**PROMPT**:
Set down every entry once more, character for character.

**EXERCISE DATA**:
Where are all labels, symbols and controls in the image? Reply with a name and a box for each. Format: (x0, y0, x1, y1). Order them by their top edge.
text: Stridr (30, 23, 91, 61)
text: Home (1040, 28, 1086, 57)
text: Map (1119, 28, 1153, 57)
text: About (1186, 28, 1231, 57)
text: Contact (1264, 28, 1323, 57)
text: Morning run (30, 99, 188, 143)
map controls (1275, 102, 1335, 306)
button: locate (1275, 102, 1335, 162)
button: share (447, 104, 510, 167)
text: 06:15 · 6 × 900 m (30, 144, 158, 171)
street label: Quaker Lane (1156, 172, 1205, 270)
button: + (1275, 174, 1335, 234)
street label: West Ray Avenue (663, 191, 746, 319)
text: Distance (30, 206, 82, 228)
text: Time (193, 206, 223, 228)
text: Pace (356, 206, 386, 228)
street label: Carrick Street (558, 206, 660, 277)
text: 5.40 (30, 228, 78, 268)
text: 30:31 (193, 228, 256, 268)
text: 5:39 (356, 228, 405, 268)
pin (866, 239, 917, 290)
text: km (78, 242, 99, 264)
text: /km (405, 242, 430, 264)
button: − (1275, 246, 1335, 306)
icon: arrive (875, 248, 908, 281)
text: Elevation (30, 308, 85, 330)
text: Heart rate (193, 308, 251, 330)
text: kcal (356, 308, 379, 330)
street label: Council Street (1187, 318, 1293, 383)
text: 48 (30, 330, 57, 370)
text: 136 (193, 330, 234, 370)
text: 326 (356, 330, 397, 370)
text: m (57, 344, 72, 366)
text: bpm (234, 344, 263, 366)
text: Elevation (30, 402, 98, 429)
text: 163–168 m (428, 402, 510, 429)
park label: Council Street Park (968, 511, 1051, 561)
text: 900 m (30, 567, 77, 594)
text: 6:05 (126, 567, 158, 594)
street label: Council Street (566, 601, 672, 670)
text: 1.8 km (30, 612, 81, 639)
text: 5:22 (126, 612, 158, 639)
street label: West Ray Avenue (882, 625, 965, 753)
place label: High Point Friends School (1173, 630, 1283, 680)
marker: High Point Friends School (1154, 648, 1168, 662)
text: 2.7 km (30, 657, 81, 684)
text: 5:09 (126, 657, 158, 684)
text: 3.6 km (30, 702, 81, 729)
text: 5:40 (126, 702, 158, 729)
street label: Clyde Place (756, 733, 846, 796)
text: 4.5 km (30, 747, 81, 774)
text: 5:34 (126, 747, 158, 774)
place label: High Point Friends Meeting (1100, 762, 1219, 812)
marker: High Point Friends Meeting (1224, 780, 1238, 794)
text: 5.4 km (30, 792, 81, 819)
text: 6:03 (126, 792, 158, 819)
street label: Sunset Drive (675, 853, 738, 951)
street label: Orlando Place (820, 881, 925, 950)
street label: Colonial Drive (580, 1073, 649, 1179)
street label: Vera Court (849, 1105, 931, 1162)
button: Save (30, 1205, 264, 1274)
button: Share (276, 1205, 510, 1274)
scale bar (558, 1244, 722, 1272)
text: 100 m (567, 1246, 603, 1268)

**ANSWER TO THIS EXERCISE**:
Where are all labels, symbols and controls in the image? Reply with a name and a box for each. Format: (x0, y0, x1, y1). Order them by their top edge.
text: Stridr (30, 23, 91, 61)
text: Home (1040, 28, 1086, 57)
text: Map (1119, 28, 1153, 57)
text: About (1186, 28, 1231, 57)
text: Contact (1264, 28, 1323, 57)
text: Morning run (30, 99, 188, 143)
map controls (1275, 102, 1335, 306)
button: locate (1275, 102, 1335, 162)
button: share (447, 104, 510, 167)
text: 06:15 · 6 × 900 m (30, 144, 158, 171)
street label: Quaker Lane (1156, 172, 1205, 270)
button: + (1275, 174, 1335, 234)
street label: West Ray Avenue (663, 191, 746, 319)
text: Distance (30, 206, 82, 228)
text: Time (193, 206, 223, 228)
text: Pace (356, 206, 386, 228)
street label: Carrick Street (558, 206, 660, 277)
text: 5.40 (30, 228, 78, 268)
text: 30:31 (193, 228, 256, 268)
text: 5:39 (356, 228, 405, 268)
pin (866, 239, 917, 290)
text: km (78, 242, 99, 264)
text: /km (405, 242, 430, 264)
button: − (1275, 246, 1335, 306)
icon: arrive (875, 248, 908, 281)
text: Elevation (30, 308, 85, 330)
text: Heart rate (193, 308, 251, 330)
text: kcal (356, 308, 379, 330)
street label: Council Street (1187, 318, 1293, 383)
text: 48 (30, 330, 57, 370)
text: 136 (193, 330, 234, 370)
text: 326 (356, 330, 397, 370)
text: m (57, 344, 72, 366)
text: bpm (234, 344, 263, 366)
text: Elevation (30, 402, 98, 429)
text: 163–168 m (428, 402, 510, 429)
park label: Council Street Park (968, 511, 1051, 561)
text: 900 m (30, 567, 77, 594)
text: 6:05 (126, 567, 158, 594)
street label: Council Street (566, 601, 672, 670)
text: 1.8 km (30, 612, 81, 639)
text: 5:22 (126, 612, 158, 639)
street label: West Ray Avenue (882, 625, 965, 753)
place label: High Point Friends School (1173, 630, 1283, 680)
marker: High Point Friends School (1154, 648, 1168, 662)
text: 2.7 km (30, 657, 81, 684)
text: 5:09 (126, 657, 158, 684)
text: 3.6 km (30, 702, 81, 729)
text: 5:40 (126, 702, 158, 729)
street label: Clyde Place (756, 733, 846, 796)
text: 4.5 km (30, 747, 81, 774)
text: 5:34 (126, 747, 158, 774)
place label: High Point Friends Meeting (1100, 762, 1219, 812)
marker: High Point Friends Meeting (1224, 780, 1238, 794)
text: 5.4 km (30, 792, 81, 819)
text: 6:03 (126, 792, 158, 819)
street label: Sunset Drive (675, 853, 738, 951)
street label: Orlando Place (820, 881, 925, 950)
street label: Colonial Drive (580, 1073, 649, 1179)
street label: Vera Court (849, 1105, 931, 1162)
button: Save (30, 1205, 264, 1274)
button: Share (276, 1205, 510, 1274)
scale bar (558, 1244, 722, 1272)
text: 100 m (567, 1246, 603, 1268)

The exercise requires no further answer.